On Aug 11, 2009, at 12:44 PM, David Leal wrote: (01)
> Dear Pat,
>
> I agree except for one thing - a scale is not a set of items/symbols
> in
> itself, but a mapping from a set of "magnitudes of quantity" to a
> set of
> items/symbols. (02)
Well then let us use a different name for that set of items/symbols,
which is the thing I am wanting to describe for the moment, although I
would rather not specify its metaphysical nature. What name would you
suggest? (Scale value?) I will go on using 'scale' until this group
comes to a different consensus. (03)
> Hence re-expressing the consensus in these terms we have:
>
> scale: a mapping f from Q (set of magnitudes of quantity) to S (set of
> symbols - commonly numbers), such that:
>
> f(q1) = f(q2) if and only if q1 = q2 (04)
Iff is surely too strong. And if true, this makes the two sets S and Q
exactly equivalent, so why are we talking about two of them? (05)
>
> ordinal scale: a scale where both Q and S are ordered, such that:
>
> f(q1) > f(q2) if and only if q1 > q2 (06)
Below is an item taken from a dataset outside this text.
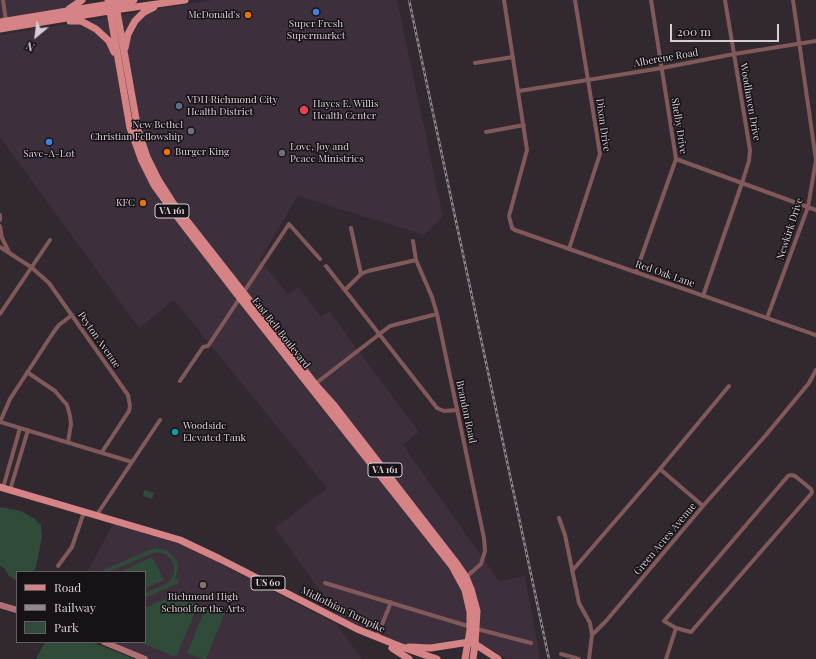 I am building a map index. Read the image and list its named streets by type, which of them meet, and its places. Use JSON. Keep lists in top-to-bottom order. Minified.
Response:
{"streets":{"main road":["VA 161","East Belt Boulevard","US 60","Midlothian Turnpike"],"street":["Alberene Road","Woodhaven Drive","Dixon Drive","Shelby Drive","Newkirk Drive","Red Oak Lane","Peyton Avenue","Brandon Road","Green Acres Avenue"]},"crossings":[["Alberene Road","Woodhaven Drive"],["Alberene Road","Dixon Drive"],["Alberene Road","Shelby Drive"],["Alberene Road","Newkirk Drive"],["Woodhaven Drive","Red Oak Lane"],["Dixon Drive","Red Oak Lane"],["Shelby Drive","Red Oak Lane"],["Newkirk Drive","Red Oak Lane"],["East Belt Boulevard","Brandon Road"]],"places":["Super Fresh Supermarket","McDonald's","VDH Richmond City Health District","Hayes E. Willis Health Center","New Bethel Christian Fellowship","Save-A-Lot","Burger King","Love, Joy and Peace Ministries","KFC","Woodside Elevated Tank","Richmond High School for the Arts"],"legend":["Road","Railway","Park"],"scale_bar":"200 m","north":"bottom left"} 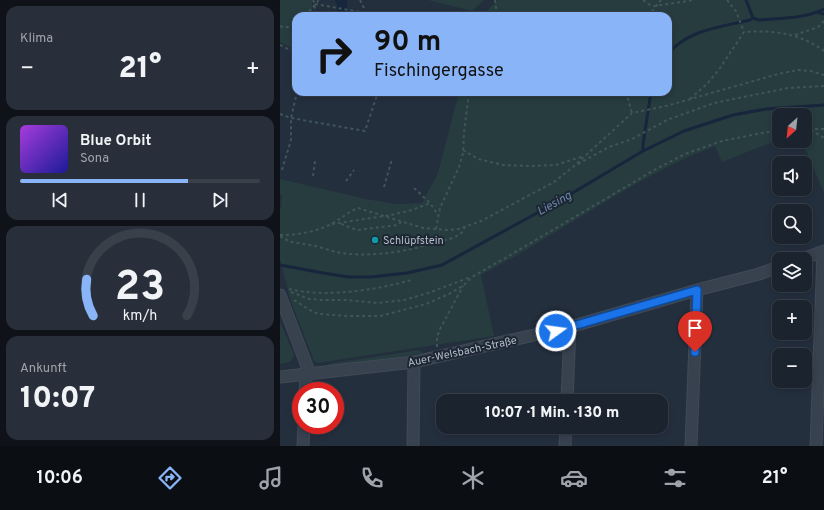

Whoa. if S is a set of symbols, there is no natural order, so what is
the ordering being used? And we would need to use two different order
relationships for S and for Q. (Can we extend the scale mapping to the
orders themselves, and write f(q1) f(<) f(Q2) ? (07)
>
> ratio scale: a scale where ratios can be defined for both Q and S,
> such that:
>
> r.f(q1) = f(q2) if and only if r.q1 = q2 (08)
What is r here? Any real number? What does it mean to multiply a
number and a symbol? And do we really want to say that multiplication
can be done directly to a magnitude? (09)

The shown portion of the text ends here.